>>>
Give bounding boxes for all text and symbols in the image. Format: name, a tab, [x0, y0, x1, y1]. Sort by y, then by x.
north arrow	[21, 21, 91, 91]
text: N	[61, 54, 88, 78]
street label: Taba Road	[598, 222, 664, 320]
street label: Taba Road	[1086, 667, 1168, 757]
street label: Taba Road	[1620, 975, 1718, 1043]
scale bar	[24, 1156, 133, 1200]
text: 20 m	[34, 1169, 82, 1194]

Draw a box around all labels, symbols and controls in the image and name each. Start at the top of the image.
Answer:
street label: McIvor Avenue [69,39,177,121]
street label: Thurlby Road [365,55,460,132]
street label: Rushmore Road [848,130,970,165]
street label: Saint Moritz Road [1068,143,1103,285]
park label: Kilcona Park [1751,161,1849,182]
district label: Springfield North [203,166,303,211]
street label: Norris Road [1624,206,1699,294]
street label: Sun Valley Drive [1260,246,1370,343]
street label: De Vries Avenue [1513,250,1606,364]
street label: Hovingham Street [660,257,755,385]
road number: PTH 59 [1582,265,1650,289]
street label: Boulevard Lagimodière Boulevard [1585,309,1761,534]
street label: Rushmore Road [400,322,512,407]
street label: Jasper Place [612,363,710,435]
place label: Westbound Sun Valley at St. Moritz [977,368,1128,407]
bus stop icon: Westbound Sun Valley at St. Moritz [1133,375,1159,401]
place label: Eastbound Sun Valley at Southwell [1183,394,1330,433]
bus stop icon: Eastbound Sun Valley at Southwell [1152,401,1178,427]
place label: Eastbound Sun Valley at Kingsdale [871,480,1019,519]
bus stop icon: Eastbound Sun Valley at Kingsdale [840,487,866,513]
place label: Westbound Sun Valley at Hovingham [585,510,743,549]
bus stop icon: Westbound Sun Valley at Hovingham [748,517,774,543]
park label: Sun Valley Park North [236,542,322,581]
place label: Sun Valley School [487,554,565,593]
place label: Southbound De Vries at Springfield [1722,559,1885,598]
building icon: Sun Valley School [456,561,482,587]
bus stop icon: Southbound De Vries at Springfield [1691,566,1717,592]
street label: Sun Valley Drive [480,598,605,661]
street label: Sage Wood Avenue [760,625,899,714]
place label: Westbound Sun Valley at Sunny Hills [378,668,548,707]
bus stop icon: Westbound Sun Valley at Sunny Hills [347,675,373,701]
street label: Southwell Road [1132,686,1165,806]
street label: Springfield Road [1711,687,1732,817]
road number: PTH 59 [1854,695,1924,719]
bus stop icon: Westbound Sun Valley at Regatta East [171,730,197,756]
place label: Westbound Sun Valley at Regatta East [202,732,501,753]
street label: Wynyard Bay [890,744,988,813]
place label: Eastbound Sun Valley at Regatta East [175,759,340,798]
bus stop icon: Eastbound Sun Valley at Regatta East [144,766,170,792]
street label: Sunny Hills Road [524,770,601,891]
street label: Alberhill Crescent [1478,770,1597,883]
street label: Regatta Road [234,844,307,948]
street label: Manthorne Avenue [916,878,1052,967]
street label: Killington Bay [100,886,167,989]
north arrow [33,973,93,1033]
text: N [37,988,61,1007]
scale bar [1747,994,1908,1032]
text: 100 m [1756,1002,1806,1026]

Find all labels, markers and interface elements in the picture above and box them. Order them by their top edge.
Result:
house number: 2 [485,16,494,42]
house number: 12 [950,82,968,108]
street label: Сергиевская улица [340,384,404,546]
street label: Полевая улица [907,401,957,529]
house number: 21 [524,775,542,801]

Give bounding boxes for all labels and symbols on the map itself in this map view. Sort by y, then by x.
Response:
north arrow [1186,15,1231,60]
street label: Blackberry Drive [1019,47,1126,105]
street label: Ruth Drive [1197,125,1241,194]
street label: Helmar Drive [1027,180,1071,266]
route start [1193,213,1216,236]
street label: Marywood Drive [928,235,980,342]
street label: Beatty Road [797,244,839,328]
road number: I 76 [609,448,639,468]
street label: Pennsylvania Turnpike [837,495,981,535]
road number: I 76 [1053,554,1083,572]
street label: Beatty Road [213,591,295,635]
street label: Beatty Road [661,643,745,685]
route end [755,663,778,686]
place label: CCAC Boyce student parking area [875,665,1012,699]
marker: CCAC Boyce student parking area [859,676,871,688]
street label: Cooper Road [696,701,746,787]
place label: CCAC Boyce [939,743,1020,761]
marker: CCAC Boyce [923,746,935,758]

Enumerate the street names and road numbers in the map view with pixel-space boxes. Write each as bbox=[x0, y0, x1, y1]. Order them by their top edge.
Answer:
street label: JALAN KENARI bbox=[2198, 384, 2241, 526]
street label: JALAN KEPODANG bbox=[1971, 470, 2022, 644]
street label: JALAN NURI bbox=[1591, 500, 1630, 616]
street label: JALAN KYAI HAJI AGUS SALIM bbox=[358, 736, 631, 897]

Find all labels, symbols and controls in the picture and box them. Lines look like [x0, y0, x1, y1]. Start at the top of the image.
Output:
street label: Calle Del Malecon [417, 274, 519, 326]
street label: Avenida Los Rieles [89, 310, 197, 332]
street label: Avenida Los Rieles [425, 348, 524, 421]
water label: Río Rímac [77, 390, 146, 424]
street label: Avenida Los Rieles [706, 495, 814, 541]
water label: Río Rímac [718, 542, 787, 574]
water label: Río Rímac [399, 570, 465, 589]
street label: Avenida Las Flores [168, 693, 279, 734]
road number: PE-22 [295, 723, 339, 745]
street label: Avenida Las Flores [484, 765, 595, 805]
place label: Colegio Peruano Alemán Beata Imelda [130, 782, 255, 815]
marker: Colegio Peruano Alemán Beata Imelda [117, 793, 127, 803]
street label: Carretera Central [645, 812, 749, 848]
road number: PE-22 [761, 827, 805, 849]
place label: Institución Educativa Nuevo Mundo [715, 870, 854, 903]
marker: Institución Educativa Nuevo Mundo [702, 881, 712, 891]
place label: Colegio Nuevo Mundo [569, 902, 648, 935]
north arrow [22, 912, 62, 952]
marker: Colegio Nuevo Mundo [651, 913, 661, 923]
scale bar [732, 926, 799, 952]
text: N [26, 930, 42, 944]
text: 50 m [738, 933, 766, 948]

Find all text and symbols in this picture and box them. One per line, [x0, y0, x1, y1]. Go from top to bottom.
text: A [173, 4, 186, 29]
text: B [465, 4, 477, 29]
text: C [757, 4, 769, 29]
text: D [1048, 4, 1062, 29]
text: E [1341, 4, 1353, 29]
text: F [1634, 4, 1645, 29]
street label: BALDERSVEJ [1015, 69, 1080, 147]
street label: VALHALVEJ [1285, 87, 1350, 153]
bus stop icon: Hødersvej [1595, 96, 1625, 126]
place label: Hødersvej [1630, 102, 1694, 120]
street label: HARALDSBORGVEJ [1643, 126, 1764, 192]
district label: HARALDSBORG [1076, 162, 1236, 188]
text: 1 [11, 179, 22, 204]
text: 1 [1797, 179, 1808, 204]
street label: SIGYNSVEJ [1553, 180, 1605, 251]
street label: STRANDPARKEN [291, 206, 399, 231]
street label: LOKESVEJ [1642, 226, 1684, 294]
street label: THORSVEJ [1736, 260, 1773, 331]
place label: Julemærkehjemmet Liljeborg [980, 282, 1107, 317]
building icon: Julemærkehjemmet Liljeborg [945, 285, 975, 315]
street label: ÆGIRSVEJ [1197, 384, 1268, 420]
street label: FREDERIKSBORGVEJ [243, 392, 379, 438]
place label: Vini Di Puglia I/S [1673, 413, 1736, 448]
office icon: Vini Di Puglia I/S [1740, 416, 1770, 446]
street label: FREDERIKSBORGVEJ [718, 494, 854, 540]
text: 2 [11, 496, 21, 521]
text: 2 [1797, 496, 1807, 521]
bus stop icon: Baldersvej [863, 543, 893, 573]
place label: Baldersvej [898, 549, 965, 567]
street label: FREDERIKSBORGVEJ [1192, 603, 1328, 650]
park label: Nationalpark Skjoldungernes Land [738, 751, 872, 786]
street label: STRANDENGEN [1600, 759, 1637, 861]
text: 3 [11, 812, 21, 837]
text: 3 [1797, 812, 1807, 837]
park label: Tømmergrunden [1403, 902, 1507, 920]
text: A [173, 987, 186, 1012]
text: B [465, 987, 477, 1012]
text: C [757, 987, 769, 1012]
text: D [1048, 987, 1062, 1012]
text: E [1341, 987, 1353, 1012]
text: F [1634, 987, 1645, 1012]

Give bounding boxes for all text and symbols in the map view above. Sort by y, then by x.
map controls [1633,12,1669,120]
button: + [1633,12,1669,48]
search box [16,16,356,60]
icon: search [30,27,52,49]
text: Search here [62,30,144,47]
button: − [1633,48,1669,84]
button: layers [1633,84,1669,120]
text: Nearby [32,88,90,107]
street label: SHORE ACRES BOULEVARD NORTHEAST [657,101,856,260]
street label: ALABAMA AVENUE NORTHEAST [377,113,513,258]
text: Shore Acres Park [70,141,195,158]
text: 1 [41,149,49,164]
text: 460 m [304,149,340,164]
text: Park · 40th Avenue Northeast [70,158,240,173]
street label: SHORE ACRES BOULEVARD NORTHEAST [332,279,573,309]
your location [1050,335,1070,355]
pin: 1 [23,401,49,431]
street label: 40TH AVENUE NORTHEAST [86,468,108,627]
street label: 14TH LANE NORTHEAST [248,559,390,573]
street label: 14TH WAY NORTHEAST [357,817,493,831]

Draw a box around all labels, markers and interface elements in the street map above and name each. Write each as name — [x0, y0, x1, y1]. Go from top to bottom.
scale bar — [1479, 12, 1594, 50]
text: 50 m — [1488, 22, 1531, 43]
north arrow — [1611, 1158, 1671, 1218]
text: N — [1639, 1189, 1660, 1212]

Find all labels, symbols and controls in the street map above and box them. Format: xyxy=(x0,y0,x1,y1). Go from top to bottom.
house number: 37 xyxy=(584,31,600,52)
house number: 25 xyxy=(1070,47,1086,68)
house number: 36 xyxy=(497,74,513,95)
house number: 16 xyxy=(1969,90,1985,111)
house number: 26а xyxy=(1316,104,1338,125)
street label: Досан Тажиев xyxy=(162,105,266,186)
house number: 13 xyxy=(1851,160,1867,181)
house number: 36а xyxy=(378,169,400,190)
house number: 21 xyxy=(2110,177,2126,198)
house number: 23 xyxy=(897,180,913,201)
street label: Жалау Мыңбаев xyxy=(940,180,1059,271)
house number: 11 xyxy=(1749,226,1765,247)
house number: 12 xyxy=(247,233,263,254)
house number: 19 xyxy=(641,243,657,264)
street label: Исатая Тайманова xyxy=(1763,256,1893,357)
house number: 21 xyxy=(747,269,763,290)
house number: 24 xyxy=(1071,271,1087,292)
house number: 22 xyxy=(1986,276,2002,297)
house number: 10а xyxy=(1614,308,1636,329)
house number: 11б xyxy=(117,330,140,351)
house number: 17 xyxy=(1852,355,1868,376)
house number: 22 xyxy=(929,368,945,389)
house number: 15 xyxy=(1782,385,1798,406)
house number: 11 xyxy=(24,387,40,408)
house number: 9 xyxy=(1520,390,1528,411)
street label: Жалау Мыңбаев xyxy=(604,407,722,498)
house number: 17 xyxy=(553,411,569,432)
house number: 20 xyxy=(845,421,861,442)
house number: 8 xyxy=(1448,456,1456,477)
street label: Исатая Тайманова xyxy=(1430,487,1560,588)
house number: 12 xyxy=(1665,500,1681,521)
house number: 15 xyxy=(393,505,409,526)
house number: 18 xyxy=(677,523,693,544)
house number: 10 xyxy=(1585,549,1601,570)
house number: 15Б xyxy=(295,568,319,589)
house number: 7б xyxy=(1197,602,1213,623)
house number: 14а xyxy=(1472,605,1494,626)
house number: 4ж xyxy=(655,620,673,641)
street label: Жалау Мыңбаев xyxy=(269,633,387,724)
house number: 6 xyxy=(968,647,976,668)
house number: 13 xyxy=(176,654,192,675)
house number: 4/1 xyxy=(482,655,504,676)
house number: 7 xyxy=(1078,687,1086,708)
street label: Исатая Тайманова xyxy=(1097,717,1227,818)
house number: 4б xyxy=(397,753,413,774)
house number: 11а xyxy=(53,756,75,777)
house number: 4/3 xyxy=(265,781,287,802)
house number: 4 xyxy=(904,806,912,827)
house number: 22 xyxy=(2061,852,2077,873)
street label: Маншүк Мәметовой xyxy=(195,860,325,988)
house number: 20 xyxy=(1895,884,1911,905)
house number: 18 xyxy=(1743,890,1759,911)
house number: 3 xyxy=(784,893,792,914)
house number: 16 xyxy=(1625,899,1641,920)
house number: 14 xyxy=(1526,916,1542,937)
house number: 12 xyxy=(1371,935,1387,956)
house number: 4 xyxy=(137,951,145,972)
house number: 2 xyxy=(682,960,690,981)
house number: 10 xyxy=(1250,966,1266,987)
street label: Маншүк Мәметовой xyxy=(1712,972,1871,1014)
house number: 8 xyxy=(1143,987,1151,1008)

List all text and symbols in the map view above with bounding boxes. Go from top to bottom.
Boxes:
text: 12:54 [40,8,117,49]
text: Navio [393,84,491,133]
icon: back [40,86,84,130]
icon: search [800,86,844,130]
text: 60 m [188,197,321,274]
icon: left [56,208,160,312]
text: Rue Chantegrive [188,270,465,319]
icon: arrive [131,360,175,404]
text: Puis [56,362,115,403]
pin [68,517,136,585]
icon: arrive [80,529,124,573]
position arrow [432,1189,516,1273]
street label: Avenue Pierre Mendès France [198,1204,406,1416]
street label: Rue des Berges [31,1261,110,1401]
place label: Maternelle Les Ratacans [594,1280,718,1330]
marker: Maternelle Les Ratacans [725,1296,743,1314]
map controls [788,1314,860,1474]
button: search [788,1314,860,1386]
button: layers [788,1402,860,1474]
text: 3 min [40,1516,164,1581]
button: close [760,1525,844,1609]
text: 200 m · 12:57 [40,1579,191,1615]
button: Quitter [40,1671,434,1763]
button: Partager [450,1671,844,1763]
<<<
● Task
Look through the entries above. Copy out every line holding the word "stop".

● Completed task
bus stop icon: Westbound Sun Valley at St. Moritz [1133,375,1159,401]
bus stop icon: Eastbound Sun Valley at Southwell [1152,401,1178,427]
bus stop icon: Eastbound Sun Valley at Kingsdale [840,487,866,513]
bus stop icon: Westbound Sun Valley at Hovingham [748,517,774,543]
bus stop icon: Southbound De Vries at Springfield [1691,566,1717,592]
bus stop icon: Westbound Sun Valley at Sunny Hills [347,675,373,701]
bus stop icon: Westbound Sun Valley at Regatta East [171,730,197,756]
bus stop icon: Eastbound Sun Valley at Regatta East [144,766,170,792]
bus stop icon: Hødersvej [1595, 96, 1625, 126]
bus stop icon: Baldersvej [863, 543, 893, 573]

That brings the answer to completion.